**Task brief**
Range to output from the entries below: the line containing "c.lineJoin = 'round';" through the line containing "M 743,0 L 770,0 L 770,8 L 762,14 L 736,6 Z". Set it down exactly, ends included, nothing else.

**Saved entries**
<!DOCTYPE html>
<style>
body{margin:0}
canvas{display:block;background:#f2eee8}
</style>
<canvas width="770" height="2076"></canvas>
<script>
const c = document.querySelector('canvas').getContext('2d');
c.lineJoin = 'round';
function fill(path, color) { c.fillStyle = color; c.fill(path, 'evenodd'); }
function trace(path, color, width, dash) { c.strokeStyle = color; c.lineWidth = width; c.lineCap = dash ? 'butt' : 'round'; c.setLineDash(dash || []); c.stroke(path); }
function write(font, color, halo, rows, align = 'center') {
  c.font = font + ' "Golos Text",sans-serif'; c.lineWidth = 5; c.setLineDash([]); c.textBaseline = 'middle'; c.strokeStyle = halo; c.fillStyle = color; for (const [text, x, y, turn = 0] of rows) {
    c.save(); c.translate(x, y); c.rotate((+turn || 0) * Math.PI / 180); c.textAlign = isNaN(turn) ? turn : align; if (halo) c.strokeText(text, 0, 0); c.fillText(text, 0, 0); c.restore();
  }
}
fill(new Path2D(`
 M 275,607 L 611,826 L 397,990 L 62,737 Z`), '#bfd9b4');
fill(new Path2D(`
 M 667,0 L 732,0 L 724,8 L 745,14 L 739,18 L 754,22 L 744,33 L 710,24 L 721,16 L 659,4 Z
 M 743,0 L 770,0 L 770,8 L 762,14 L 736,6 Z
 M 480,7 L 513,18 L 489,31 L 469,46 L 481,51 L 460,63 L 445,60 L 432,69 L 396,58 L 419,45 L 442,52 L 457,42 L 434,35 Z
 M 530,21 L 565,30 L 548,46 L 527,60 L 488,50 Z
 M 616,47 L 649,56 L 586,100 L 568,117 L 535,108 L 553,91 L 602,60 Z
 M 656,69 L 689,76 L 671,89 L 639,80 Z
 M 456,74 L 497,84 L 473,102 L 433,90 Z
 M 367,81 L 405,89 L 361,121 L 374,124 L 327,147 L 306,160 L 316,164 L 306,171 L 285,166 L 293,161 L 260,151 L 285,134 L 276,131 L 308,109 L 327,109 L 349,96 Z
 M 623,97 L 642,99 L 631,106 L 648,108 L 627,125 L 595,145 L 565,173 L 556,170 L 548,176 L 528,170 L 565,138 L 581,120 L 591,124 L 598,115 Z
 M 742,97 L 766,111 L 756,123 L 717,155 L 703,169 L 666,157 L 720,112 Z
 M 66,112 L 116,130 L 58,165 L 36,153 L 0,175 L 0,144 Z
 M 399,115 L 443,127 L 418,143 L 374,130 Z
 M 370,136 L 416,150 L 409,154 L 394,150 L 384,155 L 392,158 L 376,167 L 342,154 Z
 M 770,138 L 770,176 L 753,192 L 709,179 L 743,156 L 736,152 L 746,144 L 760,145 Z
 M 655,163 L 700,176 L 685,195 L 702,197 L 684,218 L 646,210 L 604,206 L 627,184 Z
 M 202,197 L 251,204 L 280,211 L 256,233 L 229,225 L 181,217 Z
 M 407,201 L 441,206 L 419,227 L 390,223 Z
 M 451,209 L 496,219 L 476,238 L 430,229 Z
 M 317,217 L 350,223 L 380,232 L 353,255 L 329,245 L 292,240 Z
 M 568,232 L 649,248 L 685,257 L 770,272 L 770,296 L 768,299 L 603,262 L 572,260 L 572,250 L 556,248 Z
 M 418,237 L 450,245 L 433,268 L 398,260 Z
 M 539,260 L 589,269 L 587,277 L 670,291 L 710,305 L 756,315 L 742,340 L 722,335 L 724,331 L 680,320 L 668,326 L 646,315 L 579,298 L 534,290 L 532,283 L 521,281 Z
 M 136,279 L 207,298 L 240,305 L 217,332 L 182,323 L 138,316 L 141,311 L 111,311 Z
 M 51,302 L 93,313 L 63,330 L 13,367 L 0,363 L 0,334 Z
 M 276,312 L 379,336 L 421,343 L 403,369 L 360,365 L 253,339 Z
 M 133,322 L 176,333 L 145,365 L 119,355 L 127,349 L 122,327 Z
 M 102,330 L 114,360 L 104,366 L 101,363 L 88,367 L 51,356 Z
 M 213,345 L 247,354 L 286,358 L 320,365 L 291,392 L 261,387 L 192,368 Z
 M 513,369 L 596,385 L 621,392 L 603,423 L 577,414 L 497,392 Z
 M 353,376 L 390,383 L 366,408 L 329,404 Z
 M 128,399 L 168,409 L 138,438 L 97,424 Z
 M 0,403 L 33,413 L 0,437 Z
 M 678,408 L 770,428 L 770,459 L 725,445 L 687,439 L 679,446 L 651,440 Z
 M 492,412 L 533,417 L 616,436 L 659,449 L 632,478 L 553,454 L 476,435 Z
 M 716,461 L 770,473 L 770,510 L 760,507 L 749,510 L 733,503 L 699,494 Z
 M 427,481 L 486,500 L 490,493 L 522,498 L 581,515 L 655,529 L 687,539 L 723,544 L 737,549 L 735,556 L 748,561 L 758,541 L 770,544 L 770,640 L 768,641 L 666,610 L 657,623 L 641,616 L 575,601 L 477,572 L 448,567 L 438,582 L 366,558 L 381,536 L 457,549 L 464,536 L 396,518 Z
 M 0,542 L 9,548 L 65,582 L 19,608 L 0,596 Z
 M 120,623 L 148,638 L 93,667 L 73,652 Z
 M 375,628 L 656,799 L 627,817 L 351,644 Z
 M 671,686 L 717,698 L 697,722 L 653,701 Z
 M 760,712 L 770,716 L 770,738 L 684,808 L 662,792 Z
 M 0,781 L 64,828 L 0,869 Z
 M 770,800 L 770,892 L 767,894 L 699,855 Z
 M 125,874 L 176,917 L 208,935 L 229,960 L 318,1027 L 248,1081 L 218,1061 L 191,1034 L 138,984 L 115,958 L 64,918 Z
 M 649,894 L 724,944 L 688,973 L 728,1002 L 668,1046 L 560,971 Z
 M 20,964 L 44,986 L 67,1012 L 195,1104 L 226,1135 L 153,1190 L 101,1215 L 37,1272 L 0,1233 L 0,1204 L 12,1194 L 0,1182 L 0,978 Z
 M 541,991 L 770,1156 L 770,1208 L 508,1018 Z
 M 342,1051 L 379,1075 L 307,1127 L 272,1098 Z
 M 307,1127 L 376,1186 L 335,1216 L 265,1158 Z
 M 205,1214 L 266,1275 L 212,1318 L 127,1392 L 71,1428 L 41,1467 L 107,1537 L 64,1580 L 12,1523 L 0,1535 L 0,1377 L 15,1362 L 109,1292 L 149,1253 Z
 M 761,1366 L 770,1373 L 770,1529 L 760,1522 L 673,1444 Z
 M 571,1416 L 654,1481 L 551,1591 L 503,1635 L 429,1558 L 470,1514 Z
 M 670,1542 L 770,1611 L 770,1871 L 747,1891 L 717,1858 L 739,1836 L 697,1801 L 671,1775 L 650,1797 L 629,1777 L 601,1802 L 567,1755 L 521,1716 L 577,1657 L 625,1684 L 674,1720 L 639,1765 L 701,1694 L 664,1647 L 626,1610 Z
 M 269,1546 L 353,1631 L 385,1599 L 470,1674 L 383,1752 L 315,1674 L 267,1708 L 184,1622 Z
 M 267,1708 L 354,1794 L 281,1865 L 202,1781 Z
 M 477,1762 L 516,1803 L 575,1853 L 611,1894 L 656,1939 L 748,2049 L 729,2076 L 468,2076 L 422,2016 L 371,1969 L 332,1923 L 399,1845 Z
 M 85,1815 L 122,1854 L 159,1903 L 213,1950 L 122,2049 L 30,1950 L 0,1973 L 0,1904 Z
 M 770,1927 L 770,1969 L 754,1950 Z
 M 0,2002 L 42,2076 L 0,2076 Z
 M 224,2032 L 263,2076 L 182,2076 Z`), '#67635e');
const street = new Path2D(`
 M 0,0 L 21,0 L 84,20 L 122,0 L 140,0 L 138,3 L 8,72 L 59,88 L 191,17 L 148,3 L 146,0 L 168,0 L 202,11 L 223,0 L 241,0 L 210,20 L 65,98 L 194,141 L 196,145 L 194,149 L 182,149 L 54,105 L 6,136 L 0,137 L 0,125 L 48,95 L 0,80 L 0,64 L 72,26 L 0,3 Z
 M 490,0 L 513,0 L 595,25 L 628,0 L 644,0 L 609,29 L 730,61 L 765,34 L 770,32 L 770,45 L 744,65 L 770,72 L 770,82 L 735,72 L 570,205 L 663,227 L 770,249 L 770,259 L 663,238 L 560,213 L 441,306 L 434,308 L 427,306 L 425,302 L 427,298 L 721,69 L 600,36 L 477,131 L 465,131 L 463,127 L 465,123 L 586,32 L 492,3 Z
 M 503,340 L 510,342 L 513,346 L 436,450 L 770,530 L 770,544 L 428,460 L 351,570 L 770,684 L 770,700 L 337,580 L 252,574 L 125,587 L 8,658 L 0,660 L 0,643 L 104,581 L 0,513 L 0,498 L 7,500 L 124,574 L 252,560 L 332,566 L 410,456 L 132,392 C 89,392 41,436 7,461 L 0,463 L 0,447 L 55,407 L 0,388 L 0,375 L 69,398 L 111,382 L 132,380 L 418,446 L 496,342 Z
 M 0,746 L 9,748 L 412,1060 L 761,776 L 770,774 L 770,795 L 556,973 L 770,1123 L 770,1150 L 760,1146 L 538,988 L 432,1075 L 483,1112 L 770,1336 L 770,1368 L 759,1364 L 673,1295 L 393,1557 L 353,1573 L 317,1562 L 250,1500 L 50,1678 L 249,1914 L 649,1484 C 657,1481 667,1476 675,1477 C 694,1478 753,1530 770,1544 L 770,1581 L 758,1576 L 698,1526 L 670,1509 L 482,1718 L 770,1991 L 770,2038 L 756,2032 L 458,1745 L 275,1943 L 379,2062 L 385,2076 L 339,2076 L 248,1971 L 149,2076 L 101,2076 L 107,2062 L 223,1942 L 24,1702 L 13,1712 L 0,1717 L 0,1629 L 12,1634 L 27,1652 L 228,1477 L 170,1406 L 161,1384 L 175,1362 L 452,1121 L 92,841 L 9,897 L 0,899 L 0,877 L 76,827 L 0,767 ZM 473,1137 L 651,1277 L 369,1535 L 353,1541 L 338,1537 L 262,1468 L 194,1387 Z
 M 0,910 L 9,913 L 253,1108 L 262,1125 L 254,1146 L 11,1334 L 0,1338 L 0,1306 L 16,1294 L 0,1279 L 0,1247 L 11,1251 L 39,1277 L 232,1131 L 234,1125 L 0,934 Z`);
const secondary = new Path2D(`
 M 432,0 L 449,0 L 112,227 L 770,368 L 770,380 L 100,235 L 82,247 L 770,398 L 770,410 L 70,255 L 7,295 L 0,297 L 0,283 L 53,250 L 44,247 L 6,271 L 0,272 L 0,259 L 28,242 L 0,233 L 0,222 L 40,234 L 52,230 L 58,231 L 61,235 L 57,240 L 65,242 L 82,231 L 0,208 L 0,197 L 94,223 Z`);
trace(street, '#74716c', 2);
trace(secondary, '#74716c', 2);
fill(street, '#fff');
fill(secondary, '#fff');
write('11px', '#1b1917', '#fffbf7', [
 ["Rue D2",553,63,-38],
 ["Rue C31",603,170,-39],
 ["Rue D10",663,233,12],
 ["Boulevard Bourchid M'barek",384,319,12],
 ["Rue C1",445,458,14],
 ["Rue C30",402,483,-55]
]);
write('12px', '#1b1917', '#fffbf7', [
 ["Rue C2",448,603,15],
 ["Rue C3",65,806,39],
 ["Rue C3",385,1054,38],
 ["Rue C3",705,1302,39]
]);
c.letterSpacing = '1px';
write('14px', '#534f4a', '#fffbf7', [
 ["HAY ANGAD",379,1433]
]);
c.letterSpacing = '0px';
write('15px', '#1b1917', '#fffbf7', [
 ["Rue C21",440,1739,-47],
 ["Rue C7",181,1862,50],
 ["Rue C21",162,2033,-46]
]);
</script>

**Answer**
c.lineJoin = 'round';
function fill(path, color) { c.fillStyle = color; c.fill(path, 'evenodd'); }
function trace(path, color, width, dash) { c.strokeStyle = color; c.lineWidth = width; c.lineCap = dash ? 'butt' : 'round'; c.setLineDash(dash || []); c.stroke(path); }
function write(font, color, halo, rows, align = 'center') {
  c.font = font + ' "Golos Text",sans-serif'; c.lineWidth = 5; c.setLineDash([]); c.textBaseline = 'middle'; c.strokeStyle = halo; c.fillStyle = color; for (const [text, x, y, turn = 0] of rows) {
    c.save(); c.translate(x, y); c.rotate((+turn || 0) * Math.PI / 180); c.textAlign = isNaN(turn) ? turn : align; if (halo) c.strokeText(text, 0, 0); c.fillText(text, 0, 0); c.restore();
  }
}
fill(new Path2D(`
 M 275,607 L 611,826 L 397,990 L 62,737 Z`), '#bfd9b4');
fill(new Path2D(`
 M 667,0 L 732,0 L 724,8 L 745,14 L 739,18 L 754,22 L 744,33 L 710,24 L 721,16 L 659,4 Z
 M 743,0 L 770,0 L 770,8 L 762,14 L 736,6 Z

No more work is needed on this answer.